- **WORK ORDER**: Write out every line from the listing below where the string "controls" is found.

- **PROVIDED RECORDS**:
===============

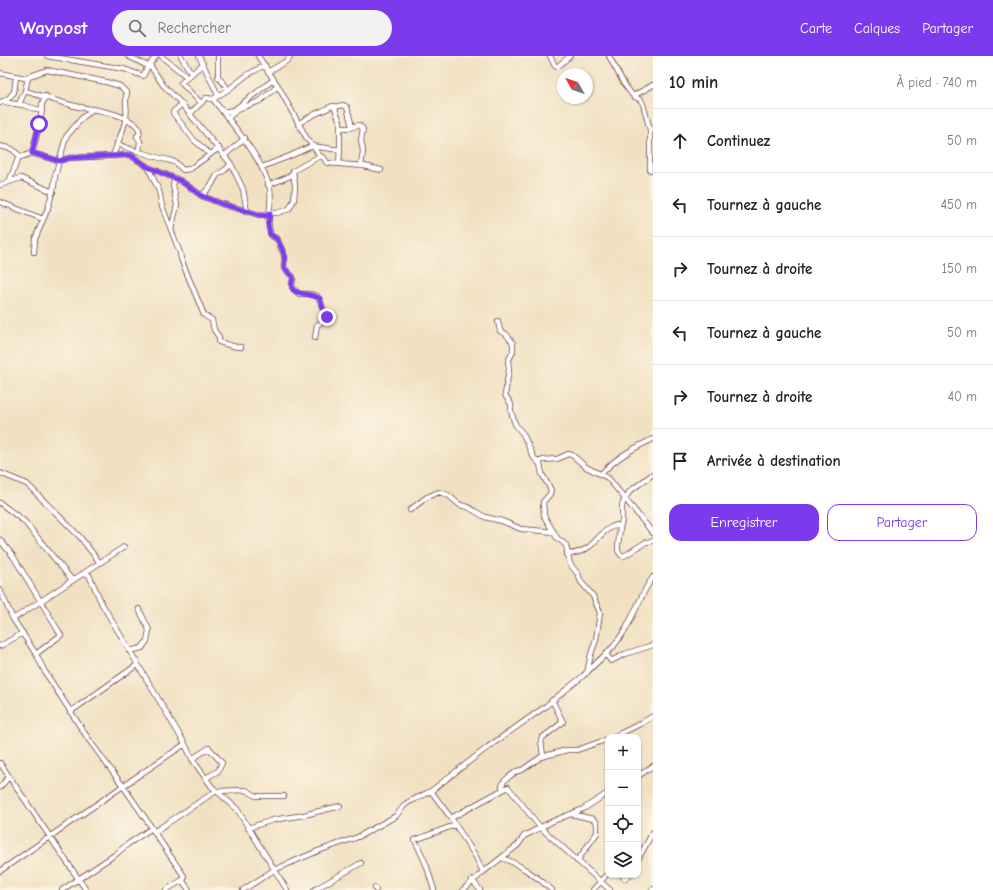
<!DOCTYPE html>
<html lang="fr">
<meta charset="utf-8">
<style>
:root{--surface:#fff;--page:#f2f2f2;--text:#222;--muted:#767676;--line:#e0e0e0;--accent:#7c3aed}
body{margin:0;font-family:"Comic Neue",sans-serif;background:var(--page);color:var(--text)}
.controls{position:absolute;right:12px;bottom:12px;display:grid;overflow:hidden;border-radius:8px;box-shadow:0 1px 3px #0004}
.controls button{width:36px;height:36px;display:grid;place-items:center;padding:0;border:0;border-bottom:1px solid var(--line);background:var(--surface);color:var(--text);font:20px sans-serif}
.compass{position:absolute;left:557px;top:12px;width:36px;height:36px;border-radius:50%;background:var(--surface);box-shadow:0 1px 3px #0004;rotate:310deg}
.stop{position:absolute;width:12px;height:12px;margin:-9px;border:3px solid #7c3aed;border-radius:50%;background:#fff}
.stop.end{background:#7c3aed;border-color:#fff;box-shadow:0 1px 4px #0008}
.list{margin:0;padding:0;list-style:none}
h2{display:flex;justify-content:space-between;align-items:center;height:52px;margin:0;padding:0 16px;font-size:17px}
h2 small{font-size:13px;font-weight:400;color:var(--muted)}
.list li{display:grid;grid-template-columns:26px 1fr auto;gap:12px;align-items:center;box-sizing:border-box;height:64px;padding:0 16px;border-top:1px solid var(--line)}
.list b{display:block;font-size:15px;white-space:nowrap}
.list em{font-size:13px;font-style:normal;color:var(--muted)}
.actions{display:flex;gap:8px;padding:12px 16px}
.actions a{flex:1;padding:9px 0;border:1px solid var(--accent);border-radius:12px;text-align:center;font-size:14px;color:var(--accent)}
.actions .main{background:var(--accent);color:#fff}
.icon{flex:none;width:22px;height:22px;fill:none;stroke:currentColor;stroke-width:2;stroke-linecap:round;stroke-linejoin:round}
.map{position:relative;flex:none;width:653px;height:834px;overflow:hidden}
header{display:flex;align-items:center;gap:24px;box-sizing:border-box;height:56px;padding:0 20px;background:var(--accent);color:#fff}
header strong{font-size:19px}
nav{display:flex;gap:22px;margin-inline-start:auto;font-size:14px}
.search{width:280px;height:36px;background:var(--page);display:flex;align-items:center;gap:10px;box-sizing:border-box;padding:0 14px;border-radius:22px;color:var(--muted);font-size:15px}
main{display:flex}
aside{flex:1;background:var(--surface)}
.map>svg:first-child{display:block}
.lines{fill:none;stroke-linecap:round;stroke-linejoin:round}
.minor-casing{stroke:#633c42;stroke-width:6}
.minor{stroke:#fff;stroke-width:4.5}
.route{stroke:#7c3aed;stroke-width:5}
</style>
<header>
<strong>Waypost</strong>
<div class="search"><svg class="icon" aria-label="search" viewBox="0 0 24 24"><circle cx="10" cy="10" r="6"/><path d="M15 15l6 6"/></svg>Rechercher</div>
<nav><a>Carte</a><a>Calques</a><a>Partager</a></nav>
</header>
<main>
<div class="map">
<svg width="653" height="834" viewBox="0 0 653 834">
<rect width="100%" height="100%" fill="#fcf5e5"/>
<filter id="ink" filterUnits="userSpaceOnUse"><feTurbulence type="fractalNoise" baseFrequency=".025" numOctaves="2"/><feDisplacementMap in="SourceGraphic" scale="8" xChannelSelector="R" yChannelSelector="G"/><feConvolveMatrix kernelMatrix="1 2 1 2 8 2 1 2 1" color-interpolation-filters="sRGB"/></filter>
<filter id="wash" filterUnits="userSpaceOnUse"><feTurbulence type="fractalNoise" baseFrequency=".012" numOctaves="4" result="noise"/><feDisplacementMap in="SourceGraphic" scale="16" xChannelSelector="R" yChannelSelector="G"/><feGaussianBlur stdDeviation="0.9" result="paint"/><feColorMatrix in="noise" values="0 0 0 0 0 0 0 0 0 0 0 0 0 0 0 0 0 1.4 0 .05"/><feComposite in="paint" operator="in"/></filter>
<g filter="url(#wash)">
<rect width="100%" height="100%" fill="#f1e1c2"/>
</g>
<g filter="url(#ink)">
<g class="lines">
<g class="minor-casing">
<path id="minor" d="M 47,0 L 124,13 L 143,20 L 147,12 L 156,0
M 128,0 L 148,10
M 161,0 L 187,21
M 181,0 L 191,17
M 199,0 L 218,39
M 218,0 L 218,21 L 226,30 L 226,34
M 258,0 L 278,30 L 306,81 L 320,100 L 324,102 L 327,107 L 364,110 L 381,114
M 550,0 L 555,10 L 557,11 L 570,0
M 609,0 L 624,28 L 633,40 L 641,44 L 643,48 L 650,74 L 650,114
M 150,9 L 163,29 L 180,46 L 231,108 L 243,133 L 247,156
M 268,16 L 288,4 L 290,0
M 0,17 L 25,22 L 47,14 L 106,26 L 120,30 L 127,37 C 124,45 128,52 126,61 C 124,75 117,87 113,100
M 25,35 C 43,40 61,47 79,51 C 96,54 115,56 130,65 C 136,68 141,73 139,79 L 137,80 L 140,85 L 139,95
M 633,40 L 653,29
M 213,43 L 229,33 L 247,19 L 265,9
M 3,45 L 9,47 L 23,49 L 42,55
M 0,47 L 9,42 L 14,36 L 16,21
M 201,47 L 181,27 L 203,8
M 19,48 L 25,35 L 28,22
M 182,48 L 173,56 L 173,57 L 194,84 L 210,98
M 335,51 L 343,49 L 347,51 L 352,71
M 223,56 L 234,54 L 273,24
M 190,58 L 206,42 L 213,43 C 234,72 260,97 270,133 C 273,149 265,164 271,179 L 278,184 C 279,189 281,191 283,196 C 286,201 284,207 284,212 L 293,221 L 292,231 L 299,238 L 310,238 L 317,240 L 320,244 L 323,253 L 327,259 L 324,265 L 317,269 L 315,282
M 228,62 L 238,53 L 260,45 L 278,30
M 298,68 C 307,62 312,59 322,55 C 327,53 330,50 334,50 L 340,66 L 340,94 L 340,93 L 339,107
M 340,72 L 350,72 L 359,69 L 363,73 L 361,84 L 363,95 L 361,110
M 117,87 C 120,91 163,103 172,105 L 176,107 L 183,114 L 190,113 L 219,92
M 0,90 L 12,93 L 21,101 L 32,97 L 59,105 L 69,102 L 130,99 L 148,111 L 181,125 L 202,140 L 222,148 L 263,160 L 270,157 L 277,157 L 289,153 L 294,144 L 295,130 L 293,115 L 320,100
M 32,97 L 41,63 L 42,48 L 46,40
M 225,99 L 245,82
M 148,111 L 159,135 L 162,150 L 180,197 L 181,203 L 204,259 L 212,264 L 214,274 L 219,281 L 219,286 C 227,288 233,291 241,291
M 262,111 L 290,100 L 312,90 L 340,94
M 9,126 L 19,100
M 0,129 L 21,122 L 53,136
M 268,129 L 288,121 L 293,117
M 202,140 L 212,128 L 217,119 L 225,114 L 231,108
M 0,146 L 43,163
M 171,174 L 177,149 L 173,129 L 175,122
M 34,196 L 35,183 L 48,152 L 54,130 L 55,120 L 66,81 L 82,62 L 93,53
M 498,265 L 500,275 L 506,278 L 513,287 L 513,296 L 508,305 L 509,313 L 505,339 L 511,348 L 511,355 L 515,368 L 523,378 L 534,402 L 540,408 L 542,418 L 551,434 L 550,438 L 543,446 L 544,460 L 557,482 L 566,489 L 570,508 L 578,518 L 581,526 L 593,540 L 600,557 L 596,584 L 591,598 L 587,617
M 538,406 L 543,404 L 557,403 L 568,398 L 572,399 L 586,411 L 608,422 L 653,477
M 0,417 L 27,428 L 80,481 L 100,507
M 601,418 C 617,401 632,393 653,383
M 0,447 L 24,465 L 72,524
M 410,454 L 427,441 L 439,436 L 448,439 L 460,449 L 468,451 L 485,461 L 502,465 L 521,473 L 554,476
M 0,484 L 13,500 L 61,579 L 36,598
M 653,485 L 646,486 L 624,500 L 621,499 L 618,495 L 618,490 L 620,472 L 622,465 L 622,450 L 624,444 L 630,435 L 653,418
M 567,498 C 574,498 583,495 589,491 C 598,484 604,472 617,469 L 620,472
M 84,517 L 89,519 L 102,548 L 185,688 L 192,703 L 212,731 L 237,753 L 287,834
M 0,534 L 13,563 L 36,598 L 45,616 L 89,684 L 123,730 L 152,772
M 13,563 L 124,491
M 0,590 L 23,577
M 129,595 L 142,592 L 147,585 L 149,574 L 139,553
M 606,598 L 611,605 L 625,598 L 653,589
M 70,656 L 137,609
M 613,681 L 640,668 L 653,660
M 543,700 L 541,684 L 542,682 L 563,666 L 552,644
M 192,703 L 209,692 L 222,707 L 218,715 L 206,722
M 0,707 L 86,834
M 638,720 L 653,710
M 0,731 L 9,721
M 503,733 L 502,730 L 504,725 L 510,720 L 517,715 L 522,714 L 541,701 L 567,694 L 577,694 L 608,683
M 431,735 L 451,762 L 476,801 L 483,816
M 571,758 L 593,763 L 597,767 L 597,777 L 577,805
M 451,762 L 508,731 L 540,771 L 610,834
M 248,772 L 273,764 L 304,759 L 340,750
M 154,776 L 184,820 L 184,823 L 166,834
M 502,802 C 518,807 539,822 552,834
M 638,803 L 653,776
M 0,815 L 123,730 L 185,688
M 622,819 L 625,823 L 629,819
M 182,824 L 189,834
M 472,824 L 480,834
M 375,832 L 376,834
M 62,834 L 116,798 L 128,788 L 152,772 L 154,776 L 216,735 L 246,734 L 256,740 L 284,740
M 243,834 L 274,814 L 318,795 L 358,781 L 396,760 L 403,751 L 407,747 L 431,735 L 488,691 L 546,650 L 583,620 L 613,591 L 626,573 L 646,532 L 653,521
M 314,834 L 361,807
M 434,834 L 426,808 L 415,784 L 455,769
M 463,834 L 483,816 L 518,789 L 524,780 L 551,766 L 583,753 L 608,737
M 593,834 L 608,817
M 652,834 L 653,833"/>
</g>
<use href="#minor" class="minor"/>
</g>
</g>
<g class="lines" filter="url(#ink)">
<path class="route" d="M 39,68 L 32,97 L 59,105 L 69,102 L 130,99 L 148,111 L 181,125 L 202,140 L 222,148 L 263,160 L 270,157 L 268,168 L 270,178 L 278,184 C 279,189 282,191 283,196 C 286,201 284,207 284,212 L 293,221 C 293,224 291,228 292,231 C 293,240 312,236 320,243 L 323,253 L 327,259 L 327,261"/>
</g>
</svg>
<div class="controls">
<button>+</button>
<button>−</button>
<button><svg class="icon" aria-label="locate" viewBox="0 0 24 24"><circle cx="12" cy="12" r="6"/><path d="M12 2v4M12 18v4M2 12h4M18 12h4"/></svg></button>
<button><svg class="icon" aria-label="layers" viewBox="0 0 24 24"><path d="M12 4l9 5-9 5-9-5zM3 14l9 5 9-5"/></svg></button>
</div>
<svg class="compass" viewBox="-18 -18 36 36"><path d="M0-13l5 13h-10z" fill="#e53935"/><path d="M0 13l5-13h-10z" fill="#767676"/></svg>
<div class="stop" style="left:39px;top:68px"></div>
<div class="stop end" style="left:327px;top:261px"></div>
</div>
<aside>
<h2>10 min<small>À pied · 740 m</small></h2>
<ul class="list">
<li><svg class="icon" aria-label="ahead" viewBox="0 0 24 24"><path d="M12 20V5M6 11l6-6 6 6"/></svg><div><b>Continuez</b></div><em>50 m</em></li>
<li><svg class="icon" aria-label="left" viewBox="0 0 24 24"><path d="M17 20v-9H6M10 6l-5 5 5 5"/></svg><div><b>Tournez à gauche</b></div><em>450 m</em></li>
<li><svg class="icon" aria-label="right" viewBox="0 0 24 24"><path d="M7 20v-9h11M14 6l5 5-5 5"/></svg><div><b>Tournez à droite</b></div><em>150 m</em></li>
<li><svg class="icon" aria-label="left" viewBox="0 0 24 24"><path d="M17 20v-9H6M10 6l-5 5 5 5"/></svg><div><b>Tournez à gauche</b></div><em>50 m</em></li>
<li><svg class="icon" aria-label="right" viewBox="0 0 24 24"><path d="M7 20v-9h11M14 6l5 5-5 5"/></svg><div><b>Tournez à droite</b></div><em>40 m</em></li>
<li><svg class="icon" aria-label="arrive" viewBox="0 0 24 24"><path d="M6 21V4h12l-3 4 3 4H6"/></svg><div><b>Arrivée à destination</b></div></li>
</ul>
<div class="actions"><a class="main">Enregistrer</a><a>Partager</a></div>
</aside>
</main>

===============

- **YOUR SOLUTION**:
.controls{position:absolute;right:12px;bottom:12px;display:grid;overflow:hidden;border-radius:8px;box-shadow:0 1px 3px #0004}
.controls button{width:36px;height:36px;display:grid;place-items:center;padding:0;border:0;border-bottom:1px solid var(--line);background:var(--surface);color:var(--text);font:20px sans-serif}
<div class="controls">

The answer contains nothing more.